> **TO DO**:
Within the records below, filter for lines carrying the word "bottom" and copy them.

Records from a collection

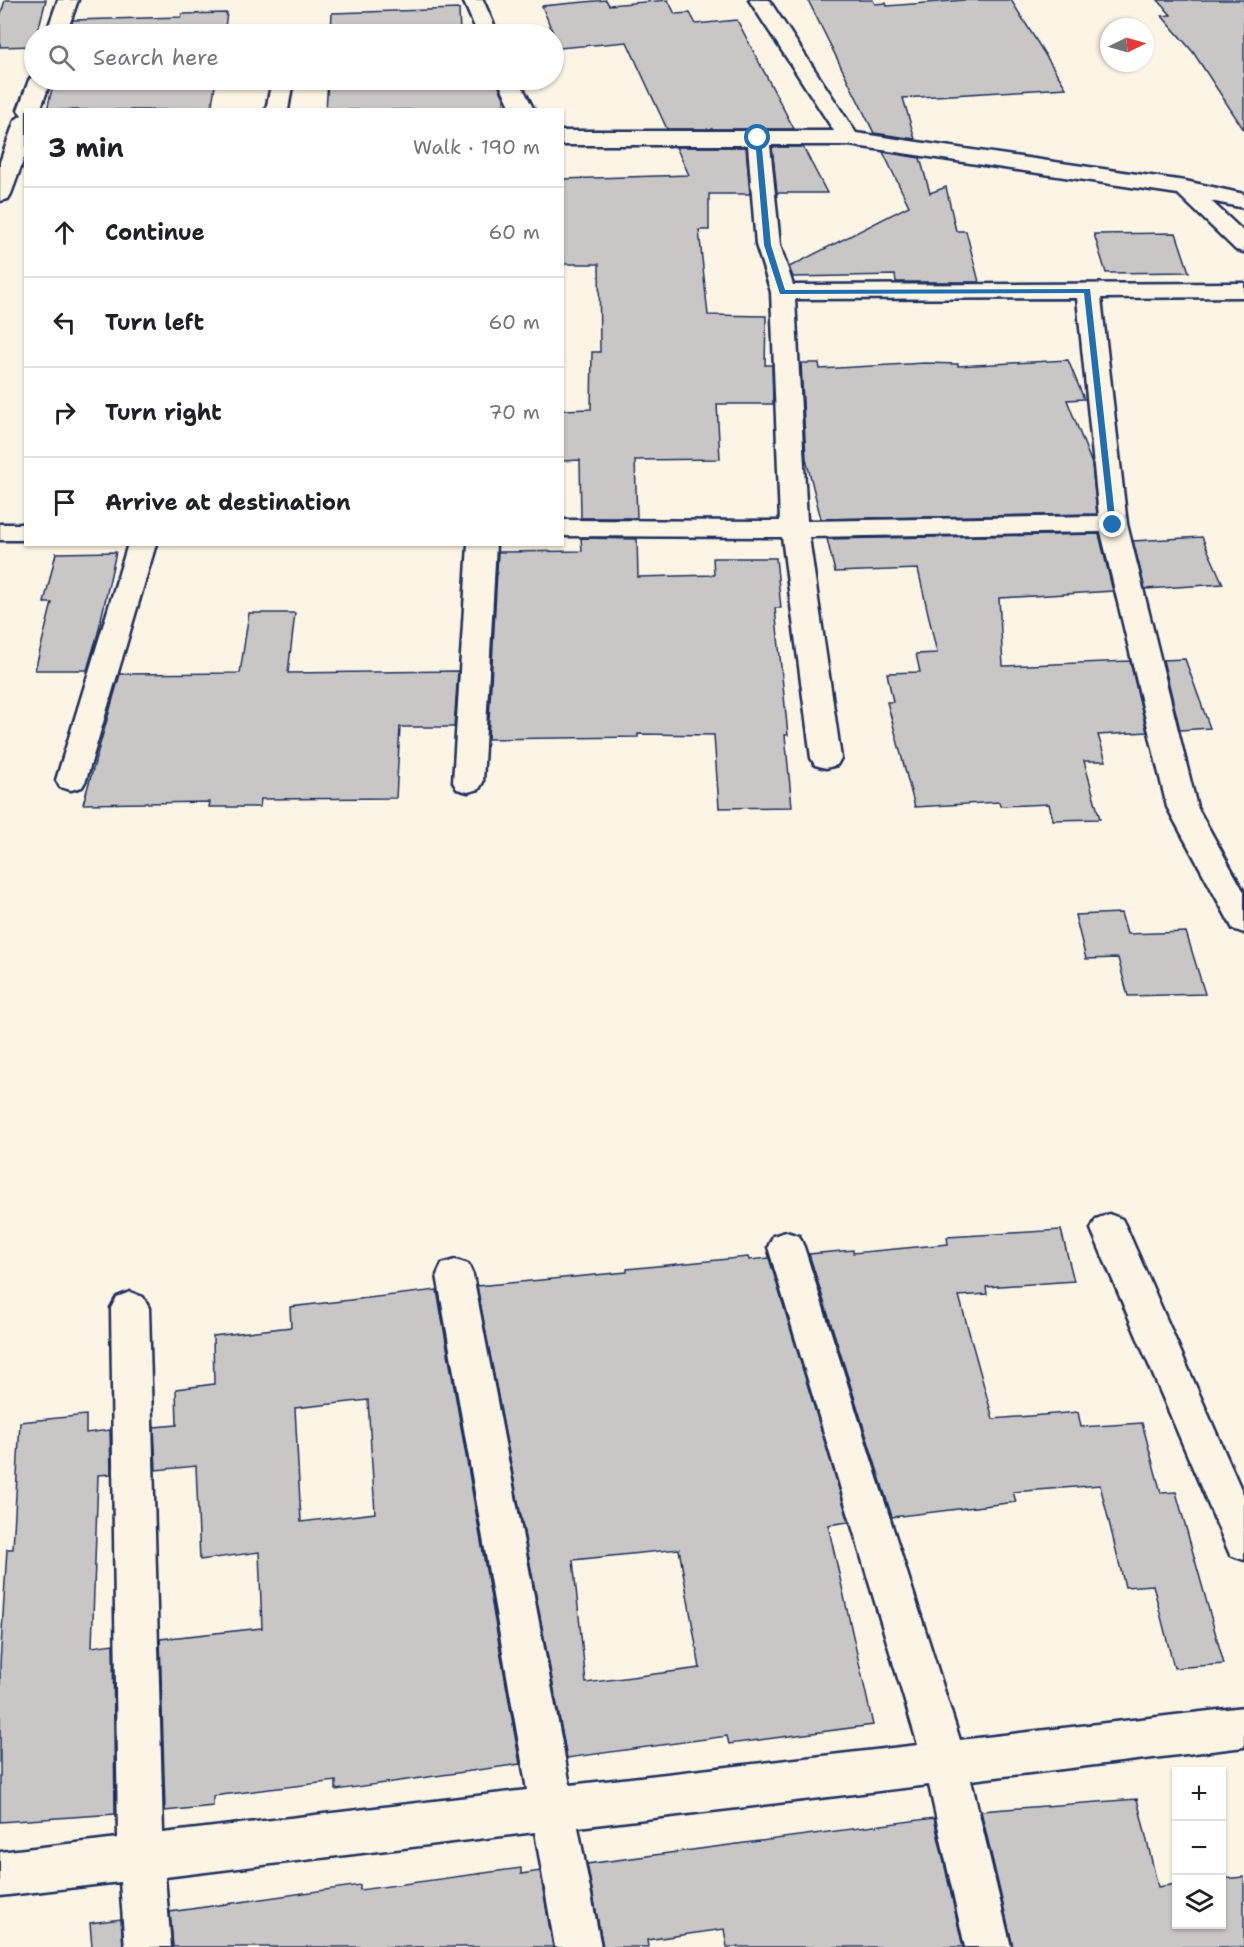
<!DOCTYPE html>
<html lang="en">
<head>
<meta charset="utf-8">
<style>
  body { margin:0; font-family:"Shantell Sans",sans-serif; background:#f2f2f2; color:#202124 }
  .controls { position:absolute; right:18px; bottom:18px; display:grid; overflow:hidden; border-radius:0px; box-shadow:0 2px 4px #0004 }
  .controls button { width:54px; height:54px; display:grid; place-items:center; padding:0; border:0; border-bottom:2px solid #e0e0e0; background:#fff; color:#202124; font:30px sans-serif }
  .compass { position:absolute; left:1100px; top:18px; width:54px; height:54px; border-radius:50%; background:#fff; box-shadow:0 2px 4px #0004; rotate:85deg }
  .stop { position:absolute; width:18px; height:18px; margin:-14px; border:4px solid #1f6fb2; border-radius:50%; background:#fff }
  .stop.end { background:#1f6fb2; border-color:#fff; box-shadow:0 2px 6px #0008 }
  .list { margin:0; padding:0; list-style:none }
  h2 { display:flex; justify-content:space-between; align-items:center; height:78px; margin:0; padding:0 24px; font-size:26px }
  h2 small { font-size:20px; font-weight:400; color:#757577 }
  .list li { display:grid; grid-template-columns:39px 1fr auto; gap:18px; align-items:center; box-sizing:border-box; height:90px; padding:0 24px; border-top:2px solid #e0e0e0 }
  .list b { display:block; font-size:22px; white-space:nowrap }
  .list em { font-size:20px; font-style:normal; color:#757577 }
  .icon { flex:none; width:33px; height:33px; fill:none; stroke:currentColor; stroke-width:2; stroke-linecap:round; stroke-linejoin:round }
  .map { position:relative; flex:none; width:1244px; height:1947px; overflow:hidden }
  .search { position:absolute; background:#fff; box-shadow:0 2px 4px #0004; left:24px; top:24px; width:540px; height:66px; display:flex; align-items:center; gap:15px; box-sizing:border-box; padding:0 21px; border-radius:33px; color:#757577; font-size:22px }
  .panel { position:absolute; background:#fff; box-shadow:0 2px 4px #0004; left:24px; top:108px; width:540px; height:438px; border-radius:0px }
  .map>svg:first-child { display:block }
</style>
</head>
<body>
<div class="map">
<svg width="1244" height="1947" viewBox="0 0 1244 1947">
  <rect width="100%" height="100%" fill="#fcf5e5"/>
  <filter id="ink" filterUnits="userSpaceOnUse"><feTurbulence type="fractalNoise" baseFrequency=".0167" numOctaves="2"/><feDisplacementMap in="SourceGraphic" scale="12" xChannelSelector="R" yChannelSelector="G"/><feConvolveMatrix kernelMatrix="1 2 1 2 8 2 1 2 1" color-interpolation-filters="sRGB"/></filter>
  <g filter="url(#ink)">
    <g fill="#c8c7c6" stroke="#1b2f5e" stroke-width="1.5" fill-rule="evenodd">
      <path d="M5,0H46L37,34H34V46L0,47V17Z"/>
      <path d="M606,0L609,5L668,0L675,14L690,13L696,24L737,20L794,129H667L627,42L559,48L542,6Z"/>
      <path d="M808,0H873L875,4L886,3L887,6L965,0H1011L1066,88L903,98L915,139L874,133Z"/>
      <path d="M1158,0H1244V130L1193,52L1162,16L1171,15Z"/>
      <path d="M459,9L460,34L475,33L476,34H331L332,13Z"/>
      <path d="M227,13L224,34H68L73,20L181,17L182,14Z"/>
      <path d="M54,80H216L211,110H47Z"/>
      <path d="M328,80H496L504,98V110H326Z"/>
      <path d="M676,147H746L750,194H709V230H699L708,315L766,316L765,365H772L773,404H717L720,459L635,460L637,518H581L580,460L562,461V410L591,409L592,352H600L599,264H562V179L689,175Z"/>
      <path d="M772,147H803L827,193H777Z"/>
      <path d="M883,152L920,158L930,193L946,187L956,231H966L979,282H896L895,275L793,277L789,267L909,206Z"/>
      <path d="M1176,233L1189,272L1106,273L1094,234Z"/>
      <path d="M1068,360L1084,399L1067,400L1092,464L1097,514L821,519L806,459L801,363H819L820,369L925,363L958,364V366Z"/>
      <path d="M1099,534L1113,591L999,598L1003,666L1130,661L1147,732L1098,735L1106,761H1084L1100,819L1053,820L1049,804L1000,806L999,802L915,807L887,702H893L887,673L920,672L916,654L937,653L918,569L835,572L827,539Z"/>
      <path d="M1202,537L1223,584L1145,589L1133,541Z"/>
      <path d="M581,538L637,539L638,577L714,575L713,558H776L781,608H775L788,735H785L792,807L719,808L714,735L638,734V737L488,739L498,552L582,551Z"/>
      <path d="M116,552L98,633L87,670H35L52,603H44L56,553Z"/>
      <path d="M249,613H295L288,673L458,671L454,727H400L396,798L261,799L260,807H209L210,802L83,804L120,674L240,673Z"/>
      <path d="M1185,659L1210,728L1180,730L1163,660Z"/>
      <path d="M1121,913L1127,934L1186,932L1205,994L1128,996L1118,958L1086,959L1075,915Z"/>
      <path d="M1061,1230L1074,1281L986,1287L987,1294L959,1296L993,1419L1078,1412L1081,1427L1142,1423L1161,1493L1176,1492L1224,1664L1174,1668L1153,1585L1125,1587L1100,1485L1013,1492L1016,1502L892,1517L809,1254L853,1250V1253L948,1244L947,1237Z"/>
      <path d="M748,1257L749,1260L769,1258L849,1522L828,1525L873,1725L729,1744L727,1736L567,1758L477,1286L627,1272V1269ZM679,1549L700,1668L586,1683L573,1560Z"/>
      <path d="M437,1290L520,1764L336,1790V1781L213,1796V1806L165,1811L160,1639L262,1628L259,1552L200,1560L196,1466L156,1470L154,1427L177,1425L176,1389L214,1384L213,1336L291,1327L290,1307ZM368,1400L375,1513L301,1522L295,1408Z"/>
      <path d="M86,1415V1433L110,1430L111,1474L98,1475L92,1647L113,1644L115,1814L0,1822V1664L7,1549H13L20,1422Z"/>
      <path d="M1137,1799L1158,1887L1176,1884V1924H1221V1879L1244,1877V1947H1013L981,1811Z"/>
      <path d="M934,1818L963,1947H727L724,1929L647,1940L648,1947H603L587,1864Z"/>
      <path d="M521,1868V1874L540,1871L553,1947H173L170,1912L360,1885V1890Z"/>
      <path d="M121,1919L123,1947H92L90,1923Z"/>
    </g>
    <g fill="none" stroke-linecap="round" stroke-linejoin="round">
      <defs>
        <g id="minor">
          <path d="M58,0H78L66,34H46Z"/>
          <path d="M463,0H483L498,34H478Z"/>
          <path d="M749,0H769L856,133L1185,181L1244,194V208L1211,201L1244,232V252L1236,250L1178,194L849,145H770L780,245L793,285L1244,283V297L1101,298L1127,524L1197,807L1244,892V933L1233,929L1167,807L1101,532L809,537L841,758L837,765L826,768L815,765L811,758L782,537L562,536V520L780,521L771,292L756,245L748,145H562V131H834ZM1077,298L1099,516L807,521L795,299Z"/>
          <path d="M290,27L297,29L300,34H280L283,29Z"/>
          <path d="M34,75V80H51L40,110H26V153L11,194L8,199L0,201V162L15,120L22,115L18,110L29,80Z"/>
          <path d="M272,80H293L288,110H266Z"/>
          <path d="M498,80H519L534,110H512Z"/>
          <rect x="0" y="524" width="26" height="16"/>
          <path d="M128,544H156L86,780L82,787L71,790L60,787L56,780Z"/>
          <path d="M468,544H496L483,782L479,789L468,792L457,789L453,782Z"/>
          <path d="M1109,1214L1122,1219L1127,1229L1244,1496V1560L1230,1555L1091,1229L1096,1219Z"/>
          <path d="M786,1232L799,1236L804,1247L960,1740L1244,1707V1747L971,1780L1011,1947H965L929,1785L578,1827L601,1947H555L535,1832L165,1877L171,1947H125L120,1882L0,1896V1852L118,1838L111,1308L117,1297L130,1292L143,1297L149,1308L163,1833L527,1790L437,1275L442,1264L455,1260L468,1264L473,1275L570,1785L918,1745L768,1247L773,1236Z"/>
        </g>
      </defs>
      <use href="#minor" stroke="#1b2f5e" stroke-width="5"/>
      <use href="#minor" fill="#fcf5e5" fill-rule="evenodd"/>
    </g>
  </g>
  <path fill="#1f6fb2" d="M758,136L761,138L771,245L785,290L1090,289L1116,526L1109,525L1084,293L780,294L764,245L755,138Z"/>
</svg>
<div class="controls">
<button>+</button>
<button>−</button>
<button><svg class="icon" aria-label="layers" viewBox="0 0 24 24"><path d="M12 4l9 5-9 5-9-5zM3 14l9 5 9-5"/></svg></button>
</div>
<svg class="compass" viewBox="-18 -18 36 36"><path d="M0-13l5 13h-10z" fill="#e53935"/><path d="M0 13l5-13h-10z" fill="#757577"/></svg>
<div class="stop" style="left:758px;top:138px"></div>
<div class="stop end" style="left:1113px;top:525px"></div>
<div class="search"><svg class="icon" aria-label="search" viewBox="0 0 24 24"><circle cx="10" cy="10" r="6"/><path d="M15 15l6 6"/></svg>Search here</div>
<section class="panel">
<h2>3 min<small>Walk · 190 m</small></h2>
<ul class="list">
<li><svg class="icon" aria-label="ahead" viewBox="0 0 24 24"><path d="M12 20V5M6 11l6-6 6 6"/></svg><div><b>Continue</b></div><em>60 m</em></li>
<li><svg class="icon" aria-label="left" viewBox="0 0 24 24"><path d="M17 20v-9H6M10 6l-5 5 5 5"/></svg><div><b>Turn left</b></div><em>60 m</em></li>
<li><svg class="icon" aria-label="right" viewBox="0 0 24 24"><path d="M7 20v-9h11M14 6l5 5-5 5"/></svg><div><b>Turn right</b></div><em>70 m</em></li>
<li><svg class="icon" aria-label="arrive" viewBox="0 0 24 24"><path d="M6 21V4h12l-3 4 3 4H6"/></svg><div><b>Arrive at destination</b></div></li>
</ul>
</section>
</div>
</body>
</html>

> **SOLVED PROBLEM**:
  .controls { position:absolute; right:18px; bottom:18px; display:grid; overflow:hidden; border-radius:0px; box-shadow:0 2px 4px #0004 }
  .controls button { width:54px; height:54px; display:grid; place-items:center; padding:0; border:0; border-bottom:2px solid #e0e0e0; background:#fff; color:#202124; font:30px sans-serif }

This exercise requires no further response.